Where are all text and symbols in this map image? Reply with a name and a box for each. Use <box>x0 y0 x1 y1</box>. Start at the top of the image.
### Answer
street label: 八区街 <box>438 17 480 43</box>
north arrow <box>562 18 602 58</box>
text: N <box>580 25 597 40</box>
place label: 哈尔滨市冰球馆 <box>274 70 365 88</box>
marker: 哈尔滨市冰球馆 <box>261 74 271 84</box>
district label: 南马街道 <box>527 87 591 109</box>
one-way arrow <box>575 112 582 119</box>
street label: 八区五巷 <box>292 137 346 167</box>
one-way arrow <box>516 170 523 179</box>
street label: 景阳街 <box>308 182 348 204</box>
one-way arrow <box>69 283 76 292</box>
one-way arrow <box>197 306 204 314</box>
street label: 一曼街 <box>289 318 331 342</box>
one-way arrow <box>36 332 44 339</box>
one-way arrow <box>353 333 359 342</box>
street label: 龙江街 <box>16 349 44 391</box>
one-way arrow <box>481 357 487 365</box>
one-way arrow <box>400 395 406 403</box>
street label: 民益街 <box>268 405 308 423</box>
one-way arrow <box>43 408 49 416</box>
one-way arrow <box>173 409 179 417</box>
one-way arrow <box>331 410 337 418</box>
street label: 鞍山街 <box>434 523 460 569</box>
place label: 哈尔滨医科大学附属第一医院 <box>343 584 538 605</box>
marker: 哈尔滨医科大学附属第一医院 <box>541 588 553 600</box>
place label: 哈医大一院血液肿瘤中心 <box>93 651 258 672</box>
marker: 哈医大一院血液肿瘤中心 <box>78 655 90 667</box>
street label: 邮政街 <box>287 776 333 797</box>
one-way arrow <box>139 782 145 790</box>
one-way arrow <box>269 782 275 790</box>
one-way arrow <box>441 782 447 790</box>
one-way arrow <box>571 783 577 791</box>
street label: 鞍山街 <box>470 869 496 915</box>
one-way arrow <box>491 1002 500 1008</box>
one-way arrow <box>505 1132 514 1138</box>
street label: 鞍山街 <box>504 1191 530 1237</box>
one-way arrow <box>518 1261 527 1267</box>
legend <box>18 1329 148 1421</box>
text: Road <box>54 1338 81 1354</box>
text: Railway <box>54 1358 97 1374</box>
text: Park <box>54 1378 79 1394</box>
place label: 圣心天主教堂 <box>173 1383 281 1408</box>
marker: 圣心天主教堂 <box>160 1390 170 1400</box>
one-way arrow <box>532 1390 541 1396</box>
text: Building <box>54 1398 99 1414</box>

—————

» **PROMPT**
Word for word, restate each of the records above.

» **WRITTEN REPLY**
Where are all text and symbols in this map image? Reply with a name and a box for each. Use <box>x0 y0 x1 y1</box>. Start at the top of the image.
### Answer
street label: 八区街 <box>438 17 480 43</box>
north arrow <box>562 18 602 58</box>
text: N <box>580 25 597 40</box>
place label: 哈尔滨市冰球馆 <box>274 70 365 88</box>
marker: 哈尔滨市冰球馆 <box>261 74 271 84</box>
district label: 南马街道 <box>527 87 591 109</box>
one-way arrow <box>575 112 582 119</box>
street label: 八区五巷 <box>292 137 346 167</box>
one-way arrow <box>516 170 523 179</box>
street label: 景阳街 <box>308 182 348 204</box>
one-way arrow <box>69 283 76 292</box>
one-way arrow <box>197 306 204 314</box>
street label: 一曼街 <box>289 318 331 342</box>
one-way arrow <box>36 332 44 339</box>
one-way arrow <box>353 333 359 342</box>
street label: 龙江街 <box>16 349 44 391</box>
one-way arrow <box>481 357 487 365</box>
one-way arrow <box>400 395 406 403</box>
street label: 民益街 <box>268 405 308 423</box>
one-way arrow <box>43 408 49 416</box>
one-way arrow <box>173 409 179 417</box>
one-way arrow <box>331 410 337 418</box>
street label: 鞍山街 <box>434 523 460 569</box>
place label: 哈尔滨医科大学附属第一医院 <box>343 584 538 605</box>
marker: 哈尔滨医科大学附属第一医院 <box>541 588 553 600</box>
place label: 哈医大一院血液肿瘤中心 <box>93 651 258 672</box>
marker: 哈医大一院血液肿瘤中心 <box>78 655 90 667</box>
street label: 邮政街 <box>287 776 333 797</box>
one-way arrow <box>139 782 145 790</box>
one-way arrow <box>269 782 275 790</box>
one-way arrow <box>441 782 447 790</box>
one-way arrow <box>571 783 577 791</box>
street label: 鞍山街 <box>470 869 496 915</box>
one-way arrow <box>491 1002 500 1008</box>
one-way arrow <box>505 1132 514 1138</box>
street label: 鞍山街 <box>504 1191 530 1237</box>
one-way arrow <box>518 1261 527 1267</box>
legend <box>18 1329 148 1421</box>
text: Road <box>54 1338 81 1354</box>
text: Railway <box>54 1358 97 1374</box>
text: Park <box>54 1378 79 1394</box>
place label: 圣心天主教堂 <box>173 1383 281 1408</box>
marker: 圣心天主教堂 <box>160 1390 170 1400</box>
one-way arrow <box>532 1390 541 1396</box>
text: Building <box>54 1398 99 1414</box>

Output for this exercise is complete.